*Assigned task:* Wherever "paint" occurs in the entries, copy the line that holds it.

[Material for this task]

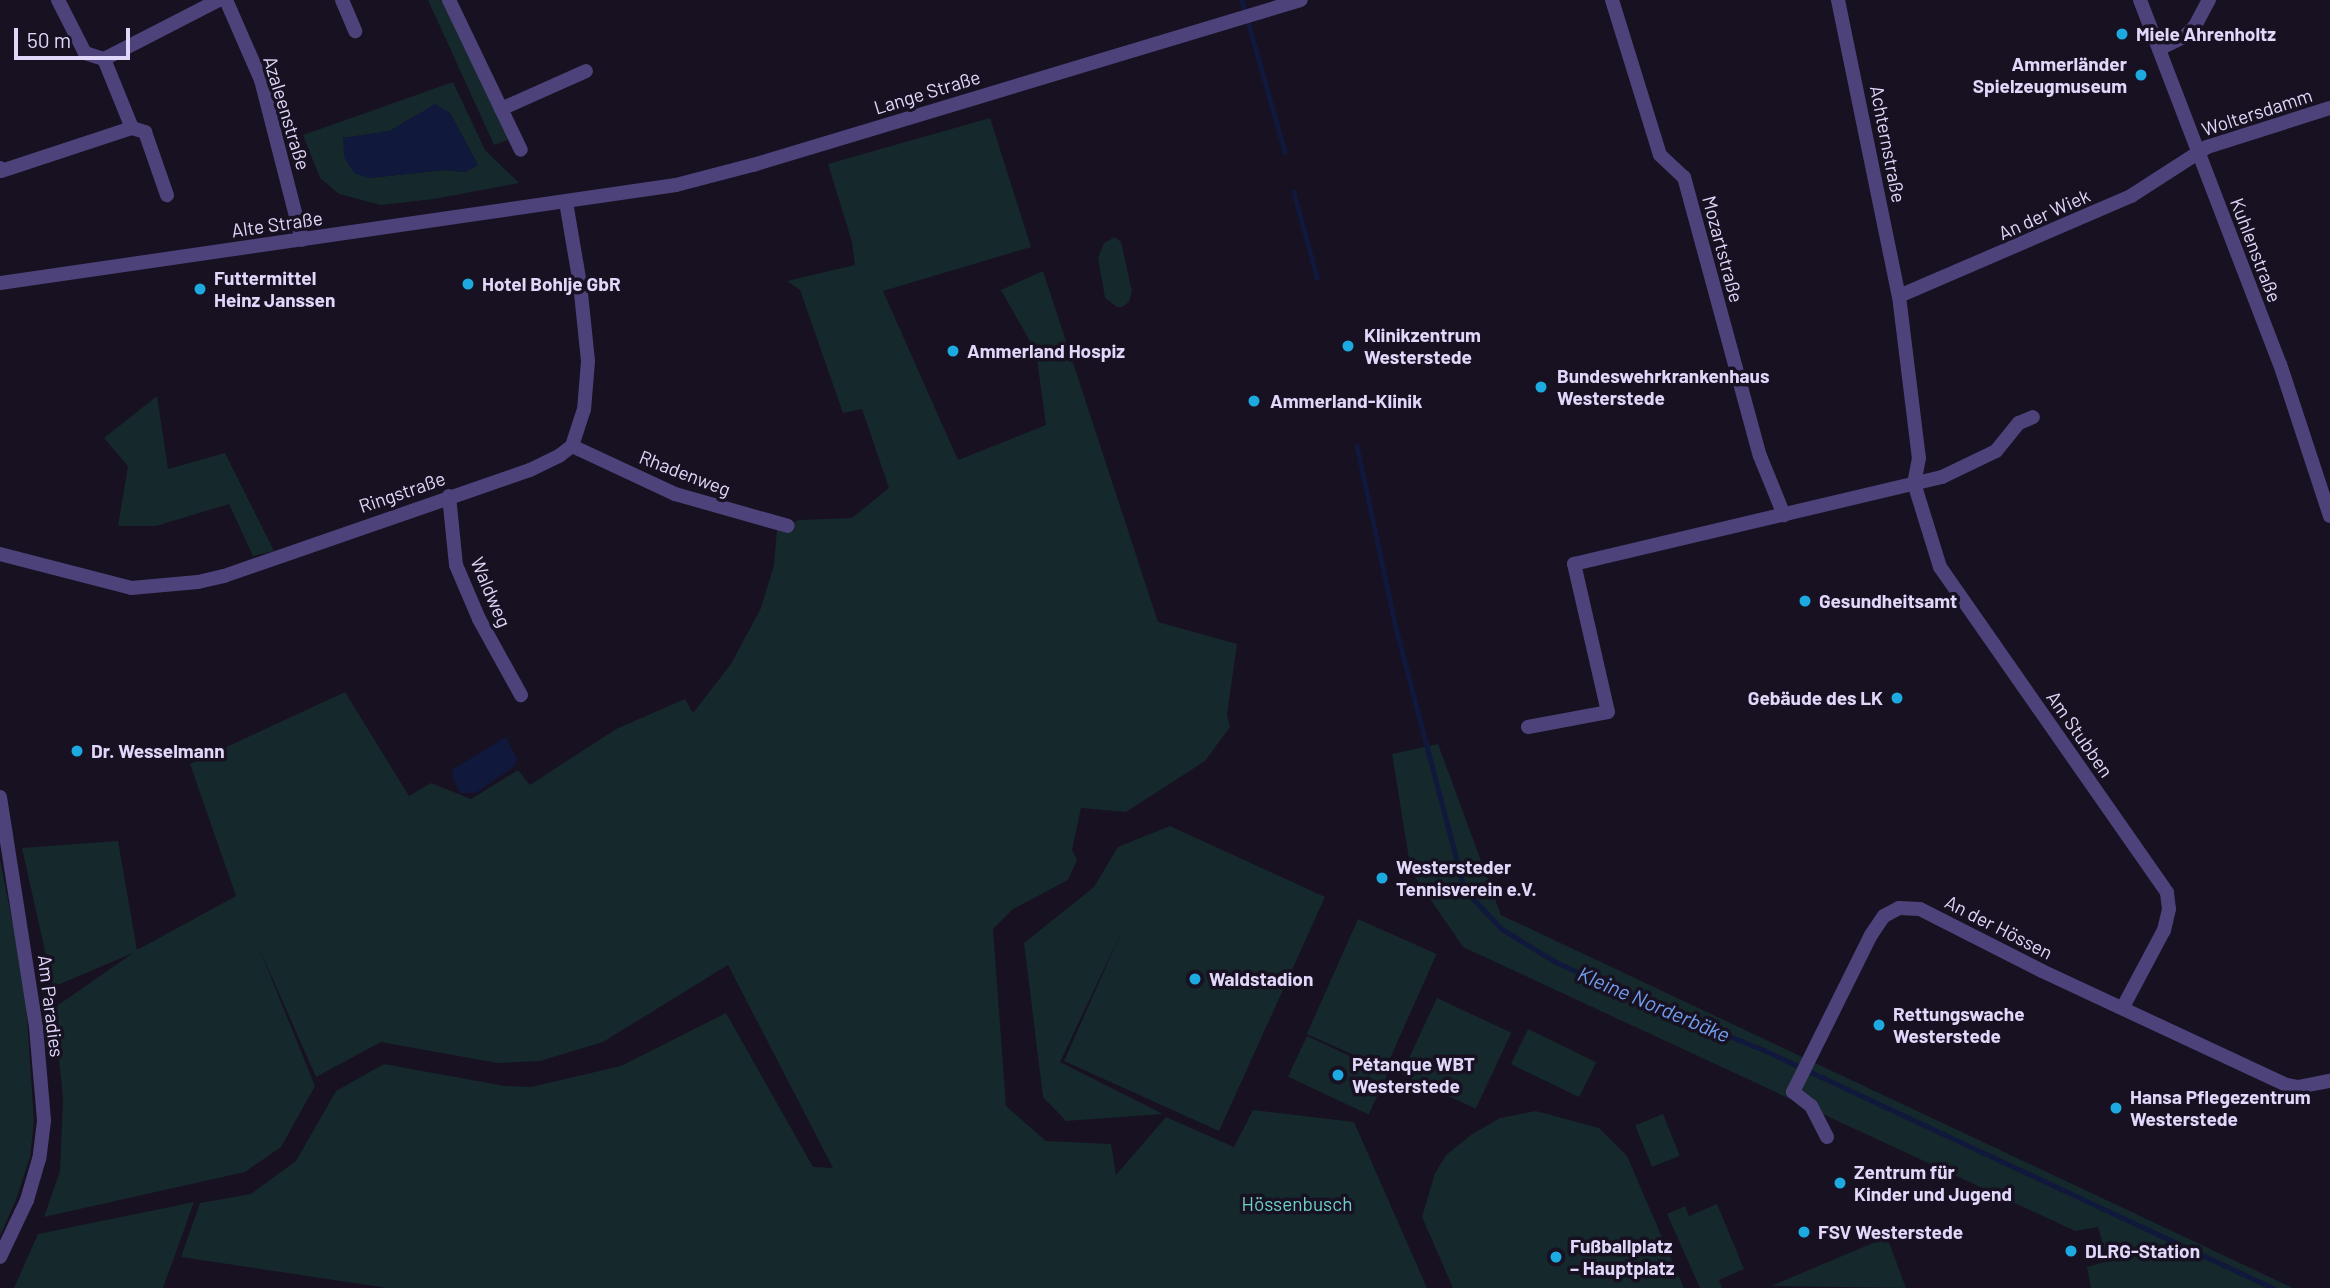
<!DOCTYPE html>
<meta charset="utf-8">
<style>
body{margin:0}
#map{position:relative;width:2330px;height:1288px;overflow:hidden;background:#171122;font-family:Barlow,sans-serif}
div>[style]{position:absolute}
.green>*{inset:0;background:#15282b;transform-origin:0 0}
.water>*{inset:0;background:#10183c}
.stream>*{height:4.5px;margin:-2.25px;padding:0 2.25px;transform-origin:2.25px;border-radius:2.25px;background:#10183c}
.minor>*{height:14px;margin:-7px;padding:0 7px;transform-origin:7px;border-radius:7px;background:#4e427b}
.tertiary>*{height:14px;margin:-7px;padding:0 7px;transform-origin:7px;border-radius:7px;background:#4e427b}
.dots>*{width:19px;height:19px;translate:-50% -50%;box-sizing:border-box;border:4px solid #171122;border-radius:50%}
span{translate:-50% -50%;white-space:nowrap;text-align:center;line-height:1.15;-webkit-text-stroke:7px #171122;paint-order:stroke}
.poi-label{font-size:19px;color:#e1d7fa;font-weight:700}
.left{translate:0 -50%;text-align:left}
.right{translate:-100% -50%;text-align:right}
.street-label{font-size:19px;color:#e1d7fa}
.park-label{font-size:19px;color:#6cd1c9}
.water-label{font-size:21px;color:#729eed;font-style:italic}
.scale{position:absolute;left:14px;top:28px;width:116px;height:32px;box-sizing:border-box;border:4px solid #e1d7fa;border-top:0;padding-left:9px;font-size:21px;line-height:24px;white-space:nowrap;color:#e1d7fa;-webkit-text-stroke:5px #171122;paint-order:stroke}
</style>
<div id="map">
<div class="green">
<div style="clip-path:polygon(428px 0,442px 0,511px 139px,494px 145px)"></div>
<div style="clip-path:polygon(evenodd,453px 82px,485px 150px,519px 183px,434px 199px,381px 205px,339px 194px,320px 178px,303px 135px,453px 82px,450px 113px,478px 165px,465px 172px,444px 170px,369px 178px,343px 138px,390px 131px,416px 115px,450px 113px)"></div>
<div style="clip-path:polygon(990px 118px,1031px 247px,883px 291px,958px 460px,1046px 425px,1036px 352px,1001px 290px,1043px 271px,1158px 622px,1237px 644px,1227px 715px,1230px 727px,1205px 761px,1126px 812px,1081px 808px,1072px 850px,1077px 860px,1068px 880px,1013px 909px,993px 929px,1006px 1106px,1046px 1141px,1111px 1144px,1116px 1175px,1166px 1117px,1234px 1147px,1253px 1110px,1354px 1122px,1427px 1288px,387px 1288px,181px 1257px,200px 1203px,251px 1194px,296px 1161px,336px 1091px,384px 1064px,505px 1086px,531px 1087px,621px 1066px,726px 1013px,813px 1167px,833px 1168px,728px 965px,603px 1042px,540px 1061px,497px 1063px,381px 1042px,316px 1077px,259px 948px,315px 1086px,281px 1147px,245px 1172px,44px 1217px,60px 1171px,63px 1099px,54px 1008px,133px 953px,53px 987px,22px 848px,118px 841px,137px 950px,236px 896px,190px 764px,345px 692px,409px 796px,431px 783px,471px 799px,518px 770px,530px 785px,616px 729px,685px 699px,693px 713px,731px 664px,761px 608px,774px 565px,777px 530px,799px 520px,852px 518px,889px 488px,862px 409px,843px 413px,800px 290px,787px 281px,855px 265px,852px 242px,828px 164px)"></div>
<div style="clip-path:polygon(1115px 237px,1121px 242px,1132px 291px,1129px 302px,1122px 307px,1117px 307px,1105px 298px,1098px 258px,1104px 243px)"></div>
<div style="clip-path:polygon(157px 396px,168px 469px,225px 453px,274px 551px,253px 556px,229px 504px,156px 526px,118px 526px,128px 466px,104px 438px)"></div>
<div style="clip-path:polygon(1438px 744px,1501px 915px,2293px 1288px,2091px 1288px,2087px 1267px,2108px 1261px,2098px 1227px,2075px 1231px,1463px 947px,1411px 871px,1392px 754px)"></div>
<div style="clip-path:polygon(1170px 826px,1325px 897px,1219px 1131px,1064px 1061px,1121px 933px,1060px 1062px,1163px 1114px,1066px 1121px,1043px 1097px,1024px 943px,1094px 887px,1118px 847px)"></div>
<div style="clip-path:polygon(0 859px,25px 987px,34px 1122px,30px 1157px,16px 1200px,0 1236px)"></div>
<div style="left:1358px;top:919px;width:86px;height:126px;rotate:24deg"></div>
<div style="left:1437px;top:998px;width:82px;height:84px;rotate:25deg"></div>
<div style="left:1528px;top:1029px;width:76px;height:39px;rotate:26deg"></div>
<div style="left:1307px;top:1036px;width:89px;height:45px;rotate:25deg"></div>
<div style="clip-path:polygon(1536px 1111px,1599px 1128px,1627px 1156px,1684px 1288px,1453px 1288px,1422px 1217px,1435px 1173px,1446px 1155px,1471px 1135px,1500px 1118px)"></div>
<div style="left:1663px;top:1114px;width:45px;height:30px;rotate:68deg"></div>
<div style="clip-path:polygon(194px 1202px,163px 1288px,14px 1288px,38px 1234px)"></div>
<div style="clip-path:polygon(1717px 1204px,1744px 1269px,1719px 1280px,1722px 1288px,1700px 1288px,1667px 1214px,1685px 1206px,1689px 1216px)"></div>
<div style="clip-path:polygon(1887px 1237px,1906px 1288px,1771px 1286px)"></div>
</div>
<div class="water">
<div style="clip-path:polygon(435px 104px,450px 113px,478px 165px,465px 172px,444px 170px,369px 178px,354px 173px,344px 157px,343px 138px,390px 131px)"></div>
<div style="clip-path:polygon(506px 737px,517px 759px,514px 767px,475px 793px,460px 793px,452px 776px,453px 769px)"></div>
</div>
<div class="stream">
<div style="left:1242px;top:0;width:158px;rotate:74.2deg"></div>
<div style="left:1294px;top:192px;width:88px;rotate:74.9deg"></div>
<div style="left:1357px;top:446px;width:182px;rotate:77.9deg"></div>
<div style="left:1395px;top:624px;width:275px;rotate:75.3deg"></div>
<div style="left:1465px;top:890px;width:54px;rotate:46.5deg"></div>
<div style="left:1502px;top:929px;width:63px;rotate:31.4deg"></div>
<div style="left:1556px;top:962px;width:104px;rotate:24.4deg"></div>
<div style="left:1651px;top:1005px;width:122px;rotate:21.7deg"></div>
<div style="left:1764px;top:1050px;width:562px;rotate:25.06deg"></div>
</div>
<div class="minor">
<div style="left:58px;top:0;width:59px;rotate:63deg"></div>
<div style="left:85px;top:53px;width:20px;rotate:18deg"></div>
<div style="left:226px;top:0;width:87px;rotate:66.4deg"></div>
<div style="left:261px;top:80px;width:165px;rotate:75.6deg"></div>
<div style="left:342px;top:0;width:34px;rotate:67deg"></div>
<div style="left:449px;top:0;width:166px;rotate:64.4deg"></div>
<div style="left:1612px;top:0;width:162px;rotate:72.8deg"></div>
<div style="left:1660px;top:155px;width:33px;rotate:43deg"></div>
<div style="left:1684px;top:177px;width:289px;rotate:74.8deg"></div>
<div style="left:1760px;top:456px;width:64px;rotate:67.9deg"></div>
<div style="left:1838px;top:0;width:302px;rotate:78.4deg"></div>
<div style="left:1899px;top:296px;width:163px;rotate:83deg"></div>
<div style="left:1919px;top:458px;width:25px;rotate:101deg"></div>
<div style="left:1914px;top:483px;width:88px;rotate:72.8deg"></div>
<div style="left:1940px;top:567px;width:397px;rotate:55.1deg"></div>
<div style="left:2167px;top:893px;width:16px;rotate:83deg"></div>
<div style="left:2169px;top:909px;width:22px;rotate:103deg"></div>
<div style="left:2164px;top:930px;width:87px;rotate:118deg"></div>
<div style="left:2159px;top:49px;width:28px;rotate:-26deg"></div>
<div style="left:2184px;top:37px;width:16px;rotate:-45deg"></div>
<div style="left:2195px;top:26px;width:30px;rotate:-62deg"></div>
<div style="left:501px;top:109px;width:93px;rotate:-24.1deg"></div>
<div style="left:132px;top:128px;width:14px;rotate:17deg"></div>
<div style="left:145px;top:132px;width:67px;rotate:70.8deg"></div>
<div style="left:0;top:168px;width:3px;rotate:72deg"></div>
<div style="left:1px;top:171px;width:138px;rotate:-18.2deg"></div>
<div style="left:132px;top:128px;width:74px;rotate:-112.1deg"></div>
<div style="left:104px;top:59px;width:129px;rotate:-27.2deg"></div>
<div style="left:1899px;top:296px;width:253px;rotate:-23.3deg"></div>
<div style="left:2131px;top:196px;width:90px;rotate:-32.8deg"></div>
<div style="left:2207px;top:147px;width:129px;rotate:-17.6deg"></div>
<div style="left:572px;top:446px;width:114px;rotate:25deg"></div>
<div style="left:675px;top:494px;width:117px;rotate:15.8deg"></div>
<div style="left:449px;top:496px;width:69px;rotate:84.2deg"></div>
<div style="left:456px;top:565px;width:59px;rotate:66.9deg"></div>
<div style="left:479px;top:619px;width:87px;rotate:61.1deg"></div>
<div style="left:0;top:554px;width:135px;rotate:14.5deg"></div>
<div style="left:131px;top:588px;width:67px;rotate:-5.1deg"></div>
<div style="left:198px;top:582px;width:27px;rotate:-13deg"></div>
<div style="left:224px;top:576px;width:324px;rotate:-19.1deg"></div>
<div style="left:530px;top:470px;width:32px;rotate:-26deg"></div>
<div style="left:559px;top:456px;width:16px;rotate:-38deg"></div>
<div style="left:572px;top:446px;width:38px;rotate:-72deg"></div>
<div style="left:584px;top:410px;width:49px;rotate:-85.3deg"></div>
<div style="left:588px;top:361px;width:77px;rotate:-95.9deg"></div>
<div style="left:580px;top:284px;width:83px;rotate:-99.7deg"></div>
<div style="left:1528px;top:727px;width:81px;rotate:-10.6deg"></div>
<div style="left:1608px;top:712px;width:152px;rotate:-102.9deg"></div>
<div style="left:1574px;top:564px;width:378px;rotate:-13.3deg"></div>
<div style="left:1942px;top:477px;width:60px;rotate:-25.7deg"></div>
<div style="left:1996px;top:451px;width:36px;rotate:-51deg"></div>
<div style="left:2019px;top:423px;width:15px;rotate:-23deg"></div>
<div style="left:0;top:797px;width:233px;rotate:81.1deg"></div>
<div style="left:36px;top:1027px;width:94px;rotate:85.1deg"></div>
<div style="left:44px;top:1121px;width:38px;rotate:97deg"></div>
<div style="left:39px;top:1159px;width:43px;rotate:106.3deg"></div>
<div style="left:27px;top:1200px;width:63px;rotate:115.3deg"></div>
<div style="left:1827px;top:1137px;width:35px;rotate:-117deg"></div>
<div style="left:1811px;top:1106px;width:23px;rotate:-142deg"></div>
<div style="left:1793px;top:1092px;width:175px;rotate:-63.6deg"></div>
<div style="left:1871px;top:935px;width:23px;rotate:-56deg"></div>
<div style="left:1884px;top:916px;width:17px;rotate:-28deg"></div>
<div style="left:1899px;top:908px;width:21px;rotate:3deg"></div>
<div style="left:1920px;top:909px;width:137px;rotate:26.9deg"></div>
<div style="left:2042px;top:971px;width:269px;rotate:25deg"></div>
<div style="left:2286px;top:1085px;width:12px;rotate:9deg"></div>
<div style="left:2298px;top:1087px;width:33px;rotate:-11deg"></div>
</div>
<div class="tertiary">
<div style="left:2140px;top:0;width:390px;rotate:69deg"></div>
<div style="left:2280px;top:364px;width:160px;rotate:71.8deg"></div>
<div style="left:0;top:283px;width:683px;rotate:-8.25deg"></div>
<div style="left:676px;top:185px;width:80px;rotate:-14.6deg"></div>
<div style="left:753px;top:165px;width:572px;rotate:-16.76deg"></div>
</div>
<div class="dots">
<div style="left:2122px;top:34px;background:#1caae0"></div>
<div style="left:2141px;top:75px;background:#1caae0"></div>
<div style="left:468px;top:284px;background:#1caae0"></div>
<div style="left:200px;top:289px;background:#1caae0"></div>
<div style="left:1348px;top:346px;background:#1caae0"></div>
<div style="left:953px;top:351px;background:#1caae0"></div>
<div style="left:1541px;top:387px;background:#1caae0"></div>
<div style="left:1254px;top:401px;background:#1caae0"></div>
<div style="left:1805px;top:601px;background:#1caae0"></div>
<div style="left:1897px;top:698px;background:#1caae0"></div>
<div style="left:77px;top:751px;background:#1caae0"></div>
<div style="left:1382px;top:878px;background:#1caae0"></div>
<div style="left:1195px;top:979px;background:#1caae0"></div>
<div style="left:1879px;top:1025px;background:#1caae0"></div>
<div style="left:1338px;top:1075px;background:#1caae0"></div>
<div style="left:2116px;top:1108px;background:#1caae0"></div>
<div style="left:1840px;top:1183px;background:#1caae0"></div>
<div style="left:1804px;top:1232px;background:#1caae0"></div>
<div style="left:2071px;top:1251px;background:#1caae0"></div>
<div style="left:1556px;top:1257px;background:#1caae0"></div>
</div>
<div class="poi-label">
<span class="left" style="left:2136px;top:34px">Miele Ahrenholtz</span>
<span class="right" style="left:2127px;top:75px">Ammerländer<br>Spielzeugmuseum</span>
<span class="left" style="left:214px;top:289px">Futtermittel<br>Heinz Janssen</span>
<span class="left" style="left:482px;top:284px">Hotel Bohlje GbR</span>
<span class="left" style="left:1364px;top:346px">Klinikzentrum<br>Westerstede</span>
<span class="left" style="left:967px;top:351px">Ammerland Hospiz</span>
<span class="left" style="left:1557px;top:387px">Bundeswehrkrankenhaus<br>Westerstede</span>
<span class="left" style="left:1270px;top:401px">Ammerland-Klinik</span>
<span class="left" style="left:1819px;top:601px">Gesundheitsamt</span>
<span class="right" style="left:1883px;top:698px">Gebäude des LK</span>
<span class="left" style="left:91px;top:751px">Dr. Wesselmann</span>
<span class="left" style="left:1396px;top:878px">Westersteder<br>Tennisverein e.V.</span>
<span class="left" style="left:1209px;top:979px">Waldstadion</span>
<span class="left" style="left:1893px;top:1025px">Rettungswache<br>Westerstede</span>
<span class="left" style="left:1352px;top:1075px">Pétanque WBT<br>Westerstede</span>
<span class="left" style="left:2130px;top:1108px">Hansa Pflegezentrum<br>Westerstede</span>
<span class="left" style="left:1854px;top:1183px">Zentrum für<br>Kinder und Jugend</span>
<span class="left" style="left:1818px;top:1232px">FSV Westerstede</span>
<span class="left" style="left:1570px;top:1257px">Fußballplatz<br>– Hauptplatz</span>
<span class="left" style="left:2085px;top:1251px">DLRG-Station</span>
</div>
<div class="street-label">
<span style="left:927px;top:92px;rotate:-17deg">Lange Straße</span>
<span style="left:2257px;top:112px;rotate:-18deg">Woltersdamm</span>
<span style="left:287px;top:113px;rotate:73deg">Azaleenstraße</span>
<span style="left:1888px;top:144px;rotate:79deg">Achternstraße</span>
<span style="left:2044px;top:214px;rotate:-24deg">An der Wiek</span>
<span style="left:277px;top:224px;rotate:-8deg">Alte Straße</span>
<span style="left:1723px;top:249px;rotate:75deg">Mozartstraße</span>
<span style="left:2256px;top:250px;rotate:69deg">Kuhlenstraße</span>
<span style="left:685px;top:473px;rotate:21deg">Rhadenweg</span>
<span style="left:402px;top:492px;rotate:-19deg">Ringstraße</span>
<span style="left:491px;top:592px;rotate:67deg">Waldweg</span>
<span style="left:2080px;top:734px;rotate:55deg">Am Stubben</span>
<span style="left:1999px;top:927px;rotate:27deg">An der Hössen</span>
<span style="left:51px;top:1006px;rotate:83deg">Am Paradies</span>
</div>
<div class="park-label">
<span style="left:1297px;top:1204px">Hössenbusch</span>
</div>
<div class="water-label">
<span style="left:1654px;top:1004px;rotate:23deg">Kleine Norderbäke</span>
</div>
<div class="scale">50 m</div>
</div>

[/Material for this task]

*Your response:*
span{translate:-50% -50%;white-space:nowrap;text-align:center;line-height:1.15;-webkit-text-stroke:7px #171122;paint-order:stroke}
.scale{position:absolute;left:14px;top:28px;width:116px;height:32px;box-sizing:border-box;border:4px solid #e1d7fa;border-top:0;padding-left:9px;font-size:21px;line-height:24px;white-space:nowrap;color:#e1d7fa;-webkit-text-stroke:5px #171122;paint-order:stroke}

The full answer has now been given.